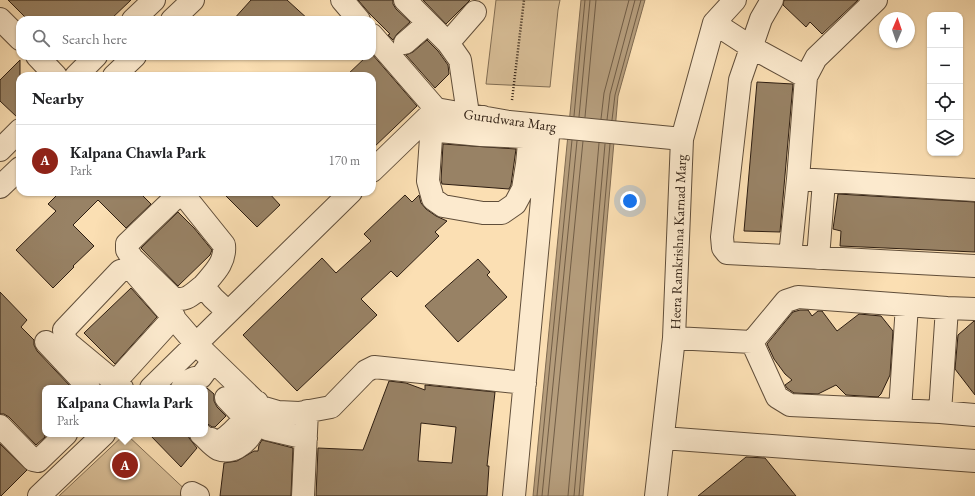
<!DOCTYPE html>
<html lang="en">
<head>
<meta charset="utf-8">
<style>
  :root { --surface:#fff; --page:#f2f2f2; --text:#202124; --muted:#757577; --line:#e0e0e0; --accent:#8f2418 }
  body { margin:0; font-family:"EB Garamond",serif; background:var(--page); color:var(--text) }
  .controls { position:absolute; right:12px; top:12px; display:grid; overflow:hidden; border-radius:8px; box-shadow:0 1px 3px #0004 }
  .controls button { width:36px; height:36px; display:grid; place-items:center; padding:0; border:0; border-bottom:1px solid var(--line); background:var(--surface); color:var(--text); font:20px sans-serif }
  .compass { position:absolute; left:879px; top:12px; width:36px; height:36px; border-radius:50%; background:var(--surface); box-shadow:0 1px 3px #0004; rotate:2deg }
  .you { position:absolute; left:630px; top:201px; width:14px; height:14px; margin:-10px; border:3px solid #fff; border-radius:50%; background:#1a73e8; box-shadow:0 0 0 6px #1a73e833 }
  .badge { display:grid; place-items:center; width:26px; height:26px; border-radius:50%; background:var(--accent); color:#fff; font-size:13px; font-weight:700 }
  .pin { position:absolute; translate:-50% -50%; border:2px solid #fff; box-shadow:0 1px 4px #0006 }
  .popup { position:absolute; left:42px; top:385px; width:166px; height:52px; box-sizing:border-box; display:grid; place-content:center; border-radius:8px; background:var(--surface); filter:drop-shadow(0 1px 3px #0005); font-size:13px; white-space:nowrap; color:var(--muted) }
  .popup b { font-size:15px; color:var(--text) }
  .popup::after { content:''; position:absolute; left:50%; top:100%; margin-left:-8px; border:8px solid transparent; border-top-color:var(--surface) }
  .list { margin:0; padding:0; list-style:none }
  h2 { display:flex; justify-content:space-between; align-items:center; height:52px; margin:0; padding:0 16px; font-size:17px }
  h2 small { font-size:13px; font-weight:400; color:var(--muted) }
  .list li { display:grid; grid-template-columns:26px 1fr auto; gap:12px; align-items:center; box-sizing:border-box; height:72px; padding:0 16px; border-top:1px solid var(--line) }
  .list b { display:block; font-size:15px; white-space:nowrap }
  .list p { margin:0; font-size:13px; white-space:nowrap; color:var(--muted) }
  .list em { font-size:13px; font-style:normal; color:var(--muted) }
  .icon { flex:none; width:22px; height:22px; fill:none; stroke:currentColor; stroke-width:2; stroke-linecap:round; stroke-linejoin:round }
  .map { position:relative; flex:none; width:975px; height:496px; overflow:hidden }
  .search { position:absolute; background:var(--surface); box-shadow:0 1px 3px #0004; left:16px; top:16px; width:360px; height:44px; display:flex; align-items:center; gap:10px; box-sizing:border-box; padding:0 14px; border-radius:12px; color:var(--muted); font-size:15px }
  .panel { position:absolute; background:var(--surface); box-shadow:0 1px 3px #0004; left:16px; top:72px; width:360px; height:124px; border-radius:12px }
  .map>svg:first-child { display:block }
  .green { fill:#d8be97; stroke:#826e54 }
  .water { fill:#b59d7c; stroke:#7f6a51 }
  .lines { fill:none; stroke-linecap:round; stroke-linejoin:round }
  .shore { stroke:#715d46; stroke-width:1 }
  .building { fill:#988265; stroke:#2d1d11; fill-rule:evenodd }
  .minor-casing { stroke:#604e3a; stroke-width:24 }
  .path { stroke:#2d1d11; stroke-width:2.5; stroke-dasharray:1 2; stroke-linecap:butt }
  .minor { stroke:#fceace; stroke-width:22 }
  .labels { text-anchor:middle; stroke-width:3.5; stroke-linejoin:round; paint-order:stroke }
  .street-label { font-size:14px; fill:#2d1d11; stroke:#fceace }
</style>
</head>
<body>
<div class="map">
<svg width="975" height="496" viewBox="0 0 975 496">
  <rect width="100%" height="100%" fill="#fbdfb3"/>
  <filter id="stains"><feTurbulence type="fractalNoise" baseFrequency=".005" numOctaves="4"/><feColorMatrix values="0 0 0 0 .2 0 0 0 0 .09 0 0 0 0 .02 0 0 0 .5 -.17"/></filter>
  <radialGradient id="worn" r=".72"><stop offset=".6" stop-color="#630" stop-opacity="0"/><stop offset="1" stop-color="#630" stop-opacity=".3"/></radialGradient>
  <path class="green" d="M496,0H560L558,10L550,87L486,84Z
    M125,434H126L192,496H59Z"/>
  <path class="water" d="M581,0H645L618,96L583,496H533Z"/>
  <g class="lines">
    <path class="shore" d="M574,116L585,0
      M579,117L590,0
      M585,117L596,0
      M601,119L604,93L629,0
      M607,120L610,94L635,0
      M612,120L615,95L641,0
      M537,496L572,140
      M542,496L577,141
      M548,496L583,141
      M568,496L599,143
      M574,496L605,144
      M579,496L610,144"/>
  </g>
  <path class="building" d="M8,0H131L110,20H28Z
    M251,0H287L309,20H233Z
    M358,0H393V4L396,9L410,22L397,34L393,40L388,35L390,34L370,14Z
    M423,0H470L446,24Z
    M784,0H858L822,34L810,22L806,27L783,5Z
    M427,40L438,51L448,65L449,74L435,88L406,55L413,52Z
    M372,54L417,106L372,149V76H346L367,56H372Z
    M20,60V118H18L0,101V80Z
    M757,82L793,84L780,232L744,231Z
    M443,144L516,149L511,185L509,189L442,184L441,180Z
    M60,192H139L151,204L126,228L98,200L73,225L94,246L73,266L74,267L53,288L16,250L56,211L48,204Z
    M222,192H268L280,205L257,227Z
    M838,194L975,202V252L840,246L841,231L833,229Z
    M405,195L412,202L419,195L421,203L426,209L436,216L447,221L435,232L439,236L397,277L391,271L361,299L377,315L297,391L243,335L322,258L336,273L371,241L364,234Z
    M178,212L194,228L212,250L210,255L178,286L141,248Z
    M478,259L490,272L487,275L507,297L458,342L425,306Z
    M131,288L157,317L115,364L84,333Z
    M0,292L27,320L21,327L34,340V345L37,351L72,388H45V437L36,445L9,417L4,414H0Z
    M800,310H808L812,316L818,311H822L837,331L859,314L881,316L893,331L890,375L881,394L878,397L846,395L836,385L818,394L794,393L787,388L785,385L792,380L785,374L774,359L767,344L793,312Z
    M974,321H975V395L955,369L958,335Z
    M389,381L406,383L425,390V385L495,392L487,466H489L487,496H316L318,448L363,450ZM421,423L456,427L452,463L418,461Z
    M207,388L214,394V401L217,407L226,416L215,427H212L205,422V389Z
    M149,434H189V438L197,448L181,467Z
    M262,440L293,448L291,496H220L224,463L237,461L254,451H258L259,445Z
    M0,444L27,470L1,496H0Z
    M746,457L765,458L796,496H698Z"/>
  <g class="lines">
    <defs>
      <path id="minor" d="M342,0L359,20
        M405,0L448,43L460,60L468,114
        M772,0L761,19L740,80L722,237L723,248L727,253L975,266
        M876,0L816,58L806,77L798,179L975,190
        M0,19L20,39
        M133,20L154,0
        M172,20L193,0
        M714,23L751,47L806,77
        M372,35L436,109L509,122L682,139
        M405,43L428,23
        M448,43L475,12
        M37,56L56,76
        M76,76L96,56
        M114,76L135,56
        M481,135L524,137L529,143L527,164L523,189L515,204L502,213H483L443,206L433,199L428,181L431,138L434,132L439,131L481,135L483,117
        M0,150L20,130
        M372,171L436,109
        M0,187L20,168
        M790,256L798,179
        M818,258L824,181
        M203,286C213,274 226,263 224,245L187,199L181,197L175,198L127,244V250L132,258L173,298C187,302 192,294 203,286L213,298L228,312
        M674,338L752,342
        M46,342L89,388
        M752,342L777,397L790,405L940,412L975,415
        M752,342L786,301L798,297L947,308L975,309
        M115,382L174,317
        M122,388L69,344L65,339L64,330L120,271L127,269L134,272L196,344L261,407L278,412L299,413L331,407L366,371L374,367L525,383
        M151,388L351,192
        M182,388C189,380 191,378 201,377L213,361
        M226,398L245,418
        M900,410L907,305
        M940,412L947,308
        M255,423L267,429L306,438
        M0,426L33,460L38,461L66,434
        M201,434C206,438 212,446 218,449C231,454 245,445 252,433C256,426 258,415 261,407
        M663,438L975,461
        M211,439L214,443C228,441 249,414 257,402
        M192,493L198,496
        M39,496L104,434
        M303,496L307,411
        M514,496L549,126
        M656,496L674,338L682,139L714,23L735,0"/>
    </defs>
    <use href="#minor" class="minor-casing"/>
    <path class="path" d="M512,100L524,0"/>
    <use href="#minor" class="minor"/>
  </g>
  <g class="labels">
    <g class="street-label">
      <text transform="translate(510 120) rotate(8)" y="5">Gurudwara Marg</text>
      <text transform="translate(678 242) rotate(-88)" y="5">Heera Ramkrishna Karnad Marg</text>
    </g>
  </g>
  <rect width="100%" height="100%" filter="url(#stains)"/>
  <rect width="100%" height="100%" fill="url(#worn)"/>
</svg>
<div class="controls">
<button>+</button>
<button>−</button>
<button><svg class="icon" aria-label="locate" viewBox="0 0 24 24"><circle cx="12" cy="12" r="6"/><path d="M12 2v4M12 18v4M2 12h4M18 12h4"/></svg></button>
<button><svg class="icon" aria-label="layers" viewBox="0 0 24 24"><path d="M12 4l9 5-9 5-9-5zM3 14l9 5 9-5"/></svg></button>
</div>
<svg class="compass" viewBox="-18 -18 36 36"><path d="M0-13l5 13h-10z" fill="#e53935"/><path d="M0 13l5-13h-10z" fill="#757577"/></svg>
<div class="you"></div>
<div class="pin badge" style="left:125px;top:465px">A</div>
<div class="popup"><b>Kalpana Chawla Park</b>Park</div>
<div class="search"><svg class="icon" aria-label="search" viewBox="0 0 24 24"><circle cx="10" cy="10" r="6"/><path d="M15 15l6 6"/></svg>Search here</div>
<section class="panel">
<h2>Nearby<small></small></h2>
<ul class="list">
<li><span class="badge">A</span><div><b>Kalpana Chawla Park</b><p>Park</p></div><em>170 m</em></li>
</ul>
</section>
</div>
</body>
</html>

──────

GOAL OF THE EXERCISE:
Search the records line by line for the word "controls" and copy every line where it appears.

YOUR SOLUTION:
  .controls { position:absolute; right:12px; top:12px; display:grid; overflow:hidden; border-radius:8px; box-shadow:0 1px 3px #0004 }
  .controls button { width:36px; height:36px; display:grid; place-items:center; padding:0; border:0; border-bottom:1px solid var(--line); background:var(--surface); color:var(--text); font:20px sans-serif }
<div class="controls">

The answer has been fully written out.